* REQUIRED ACTION: Look for the word "anchor" in the data below, and copy every line that holds it.

* ENTRIES SHOWN:
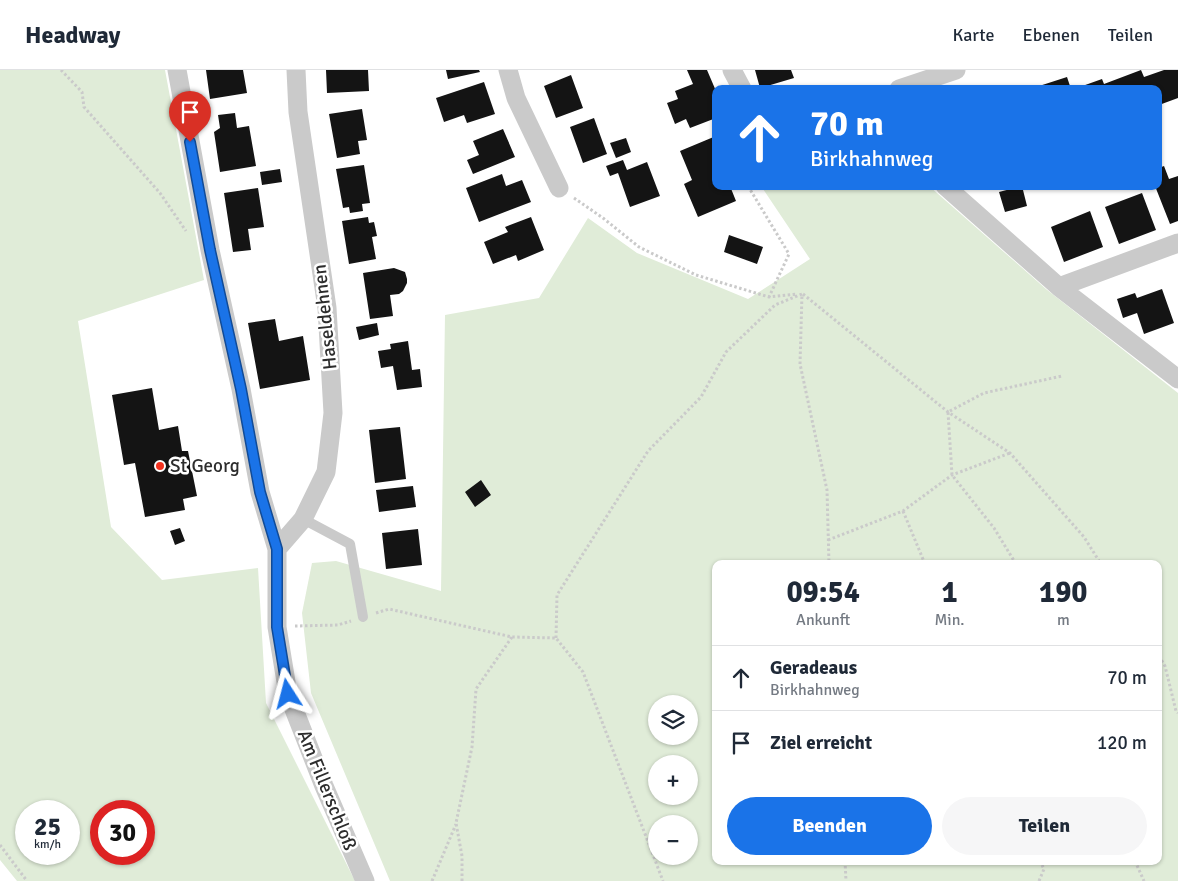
<!DOCTYPE html>
<html lang="de">
<meta charset="utf-8">
<style>
body{margin:0;font-family:Signika,sans-serif;background:#f6f6f7;color:#1f2937;height:100vh;display:flex;flex-direction:column;font-size:19px;white-space:nowrap}
*{box-sizing:border-box;margin:0}
p{font-size:16px;color:#747a83}
.icon{flex:none;width:28px;height:28px;fill:none;stroke:currentColor;stroke-width:2;stroke-linecap:round;stroke-linejoin:round}
.map{position:relative;flex:1;overflow:hidden}
.side{position:absolute;left:712px;top:490px;width:450px;height:305px;display:flex;flex-direction:column;background:#fff;border-radius:10px;box-shadow:0 1px 4px #0004}
.side>*{flex:none}
.banner{position:absolute;left:712px;top:15px;width:450px;height:105px;border-radius:10px;box-shadow:0 1px 4px #0004;background:#1a73e8;color:#fff;overflow:hidden}
.controls{position:absolute;left:648px;top:625px;display:grid;gap:10px}
.controls a{display:grid;place-items:center;width:50px;height:50px;border-radius:50%;background:#fff;box-shadow:0 1px 4px #0004;font-size:25px}
.speed{position:absolute;left:15px;top:730px;display:flex;gap:10px;font-size:25px;font-weight:700;text-align:center}
.speed>*{display:grid;place-content:center;width:65px;height:65px;border-radius:50%;background:#fff;box-shadow:0 1px 4px #0004;line-height:1}
.speed small{font-size:12px;font-weight:400}
.speed .limit{border:8px solid #d22;background:#fff;color:#111}
.pin{position:absolute;display:grid;place-items:center;width:42px;height:42px;color:#fff;margin:-51px -21px;border-radius:50% 50% 50% 0;rotate:-45deg;box-shadow:0 0 5px #0007}
.pin .icon{rotate:45deg}
.me{position:absolute;width:55px;margin:-28px;rotate:351deg;stroke-linejoin:round;filter:drop-shadow(0 0 4px #0008)}
.turn{display:flex;align-items:center;gap:18px;height:105px;padding:0 15px;font-size:22px}
.turn .icon{width:65px;height:65px;stroke-width:2.5}
.turn b{display:block;font-size:35px;line-height:42px}
.eta{display:flex;justify-content:space-evenly;align-items:center;height:85px;text-align:center}
.eta b{font-size:30px;font-weight:700;line-height:35px}
.primary-button{display:flex;gap:10px;margin-top:auto;padding:10px 15px}
.primary-button a{flex:1;height:58px;border-radius:30px;background:#1a73e8;color:#fff;font-size:20px;font-weight:700;line-height:58px;text-align:center}
.primary-button a+a{background:#f6f6f7;color:#1f2937}
ul{padding:0;list-style:none}
li{display:flex;align-items:center;gap:15px;height:65px;padding:0 15px;border-top:1px solid #e0e1e3}
li div{flex:1}
li b{display:block;font-size:19px}
li em{font-style:normal}
header{display:flex;align-items:center;gap:30px;box-sizing:border-box;height:70px;padding:0 25px;background:#fff;border-bottom:1px solid #e0e1e3}
header strong{font-size:24px}
nav{display:flex;gap:28px;margin-inline-start:auto;font-size:18px}
.map>svg:first-child{display:block}
.green{fill:#e0ecd8;fill-rule:evenodd}
.building{fill:#141414}
.lines{fill:none;stroke-linecap:round;stroke-linejoin:round}
.path{stroke:#cacaca;stroke-width:3;stroke-dasharray:2.5 2.5;stroke-linecap:butt}
.lane{stroke:#cacaca;stroke-width:10}
.street{stroke:#cacaca;stroke-width:19}
.route-casing{stroke:#114b97;stroke-width:12}
.route{stroke:#1a73e8;stroke-width:9}
.poi-dot{fill:#f3321f;stroke:#fff;stroke-width:2}
.labels{text-anchor:middle;dominant-baseline:central;stroke-width:5;stroke-linejoin:round;paint-order:stroke}
.street-label{font-size:19px;fill:#2d2d2d;stroke:#fff}
.poi-label{font-size:19px;fill:#2d2d2d;stroke:#fff;text-anchor:start}
</style>
<header>
<strong>Headway</strong>
<nav><a>Karte</a><a>Ebenen</a><a>Teilen</a></nav>
</header>
<div class="map">
<svg width="1178" height="811" viewBox="0 0 1178 811">
<rect width="100%" height="100%" fill="#fff"/>
<path class="green" d="M 0,0 L 165,0 L 204,210 L 78,251 L 111,457 L 162,510 L 258,498 L 266,633 L 355,811 L 17,811 L 0,790 ZM 26,741 L 69,741 L 69,784 L 26,784 ZM 101,741 L 144,741 L 144,784 L 101,784 Z
M 761,116 L 929,116 L 1046,219 L 1178,323 L 1178,811 L 390,811 L 311,623 L 302,543 L 312,493 L 336,491 L 441,521 L 445,245 L 539,228 L 588,148 L 637,183 L 748,229 L 810,189 ZM 716,494 L 1159,494 L 1159,791 L 716,791 ZM 656,634 L 689,634 L 689,666 L 656,666 ZM 656,694 L 689,694 L 689,726 L 656,726 ZM 656,754 L 689,754 L 689,786 L 656,786 Z"/>
<path class="building" d="M 206,0 L 243,0 L 247,23 L 210,29 Z
M 326,0 L 368,0 L 369,21 L 327,23 Z
M 446,0 L 479,0 L 480,2 L 448,9 Z
M 687,0 L 707,0 L 716,21 L 716,48 L 690,58 L 686,49 L 675,54 L 667,33 L 678,29 L 675,21 L 693,14 Z
M 755,0 L 791,0 L 794,8 L 760,18 Z
M 1141,0 L 1144,7 L 1164,0 L 1178,0 L 1178,28 L 1159,35 L 1159,19 L 1074,19 L 1102,9 L 1104,14 Z
M 571,5 L 583,38 L 556,48 L 544,16 Z
M 1067,7 L 1071,19 L 1033,19 L 1033,18 Z
M 484,12 L 495,44 L 467,53 L 464,45 L 444,52 L 436,28 Z
M 362,39 L 367,70 L 358,71 L 360,84 L 337,88 L 329,44 Z
M 235,43 L 237,58 L 249,56 L 256,96 L 220,102 L 214,62 L 220,58 L 218,45 Z
M 594,48 L 607,84 L 583,93 L 570,57 Z
M 503,59 L 515,87 L 473,104 L 467,90 L 479,85 L 473,71 Z
M 716,66 L 716,116 L 730,116 L 736,131 L 698,147 L 684,114 L 692,110 L 680,81 Z
M 626,68 L 631,82 L 616,88 L 610,73 Z
M 623,90 L 627,100 L 647,92 L 660,126 L 630,137 L 618,103 L 610,106 L 606,96 Z
M 364,95 L 370,133 L 362,134 L 363,141 L 350,143 L 349,137 L 343,138 L 336,99 Z
M 1164,96 L 1169,109 L 1178,106 L 1178,151 L 1170,154 L 1155,116 L 1159,116 L 1159,98 Z
M 280,99 L 282,112 L 262,115 L 260,102 Z
M 502,104 L 506,116 L 522,110 L 531,132 L 479,152 L 466,118 Z
M 1022,116 L 1027,136 L 1005,142 L 999,122 Z
M 258,118 L 264,157 L 248,159 L 251,180 L 233,182 L 224,123 Z
M 1142,123 L 1156,160 L 1119,174 L 1105,137 Z
M 1090,141 L 1103,177 L 1064,192 L 1051,157 Z
M 368,147 L 369,153 L 374,152 L 377,166 L 372,167 L 376,189 L 349,194 L 342,151 Z
M 531,147 L 544,180 L 518,191 L 516,185 L 493,194 L 484,172 L 508,162 L 505,157 Z
M 729,165 L 763,177 L 757,194 L 724,182 Z
M 394,198 L 405,202 L 407,209 L 407,213 L 403,221 L 399,224 L 390,225 L 393,246 L 370,249 L 363,203 Z
M 1162,219 L 1174,253 L 1144,264 L 1137,243 L 1123,248 L 1117,229 L 1135,223 L 1137,228 Z
M 275,249 L 279,271 L 303,266 L 310,310 L 260,319 L 248,253 Z
M 377,253 L 379,265 L 359,270 L 356,257 Z
M 408,271 L 412,300 L 420,299 L 422,317 L 397,320 L 393,296 L 381,298 L 378,281 L 391,279 L 390,274 Z
M 152,318 L 159,360 L 178,356 L 182,381 L 188,381 L 197,426 L 183,429 L 185,440 L 145,447 L 135,393 L 124,395 L 112,325 Z
M 400,357 L 406,409 L 375,413 L 369,360 Z
M 481,410 L 491,425 L 475,437 L 465,422 Z
M 413,416 L 416,437 L 379,442 L 376,420 Z
M 180,458 L 185,471 L 175,475 L 170,461 Z
M 418,459 L 422,495 L 386,499 L 382,463 Z"/>
<g class="lines">
<path class="path" d="M 61,0 L 82,22 L 84,37 L 160,123 L 186,161
M 748,116 L 789,184 L 769,227
M 574,128 L 603,148 L 639,177 L 696,205 L 769,227 L 797,224
M 803,224 L 948,342 L 1010,383 L 1084,467 L 1101,494
M 903,441 L 925,494
M 828,470 L 903,441 L 952,405 L 1010,383
M 1016,494 L 994,458 L 952,405 L 948,342 L 984,323 L 1062,306
M 376,543 L 389,539 L 512,567 L 556,568 L 583,602 L 663,811
M 295,556 L 338,555 L 351,551
M 556,568 L 557,525 L 648,381 L 701,327 L 726,282 L 775,235 L 802,224 L 800,294 L 827,420 L 829,494
M 1159,586 L 1165,596 L 1176,641 L 1178,643
M 0,775 L 27,811
M 845,791 L 846,811
M 1135,791 L 1144,811
M 432,811 L 456,754
M 462,811 L 462,786 L 456,753 L 472,677 L 476,619 L 512,567
M 1039,811 L 1044,799 L 1040,791"/>
<path class="lane" d="M 303,449 L 350,474 L 363,547"/>
<path class="street" d="M 177,0 L 210,180 L 241,319 L 260,422 L 277,479 L 277,557 L 288,624 L 324,716 L 365,811
M 508,0 L 516,28 L 559,118
M 732,0 L 742,19
M 899,19 L 956,0
M 945,116 L 1059,217 L 1178,309
M 1059,217 L 1178,173
M 277,479 L 303,449 L 326,402 L 333,343 L 327,238 L 298,42 L 296,0"/>
</g>
<g class="lines">
<defs>
<path id="route" d="M 190,72 L 210,180 L 241,319 L 260,422 L 277,479 L 277,557 L 288,624"/>
</defs>
<use href="#route" class="route-casing"/>
<use href="#route" class="route"/>
</g>
<circle class="poi-dot" cx="160" cy="396" r="5"/>
<g class="labels">
<g class="street-label">
<text transform="translate(325 247) rotate(-96)">Haseldehnen</text>
<text transform="translate(327 720) rotate(68)">Am Fillerschloß</text>
</g>
<g class="poi-label">
<text x="170" y="396">St Georg</text>
</g>
</g>
</svg>
<div class="controls">
<a><svg class="icon" aria-label="layers" viewBox="0 0 24 24"><path d="M12 4l9 5-9 5-9-5zM3 14l9 5 9-5"/></svg></a>
<a>+</a>
<a>−</a>
</div>
<div class="speed"><div>25<small>km/h</small></div><div class="limit">30</div></div>
<div class="pin" style="left:190px;top:72px;background:#d93025"><svg class="icon" aria-label="arrive" viewBox="0 0 24 24"><path d="M6 21V4h12l-3 4 3 4H6"/></svg></div>
<svg class="me" style="left:288px;top:624px" viewBox="-20 -20 40 40"><path d="M0-17L14 15 0 8-14 15z" fill="#1a73e8" stroke="#fff" stroke-width="4"/></svg>
<div class="banner">
<div class="turn"><svg class="icon" aria-label="ahead" viewBox="0 0 24 24"><path d="M12 20V5M6 11l6-6 6 6"/></svg><div><b>70 m</b>Birkhahnweg</div></div>
</div>
<section class="side">
<div class="eta">
<div><b>09:54</b><p>Ankunft</p></div>
<div><b>1</b><p>Min.</p></div>
<div><b>190</b><p>m</p></div>
</div>
<ul>
<li><svg class="icon" aria-label="ahead" viewBox="0 0 24 24"><path d="M12 20V5M6 11l6-6 6 6"/></svg><div><b>Geradeaus</b><p>Birkhahnweg</p></div><em>70 m</em></li>
<li><svg class="icon" aria-label="arrive" viewBox="0 0 24 24"><path d="M6 21V4h12l-3 4 3 4H6"/></svg><div><b>Ziel erreicht</b></div><em>120 m</em></li>
</ul>
<div class="primary-button"><a>Beenden</a><a>Teilen</a></div>
</section>
</div>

* ANSWER SPACE:
.labels{text-anchor:middle;dominant-baseline:central;stroke-width:5;stroke-linejoin:round;paint-order:stroke}
.poi-label{font-size:19px;fill:#2d2d2d;stroke:#fff;text-anchor:start}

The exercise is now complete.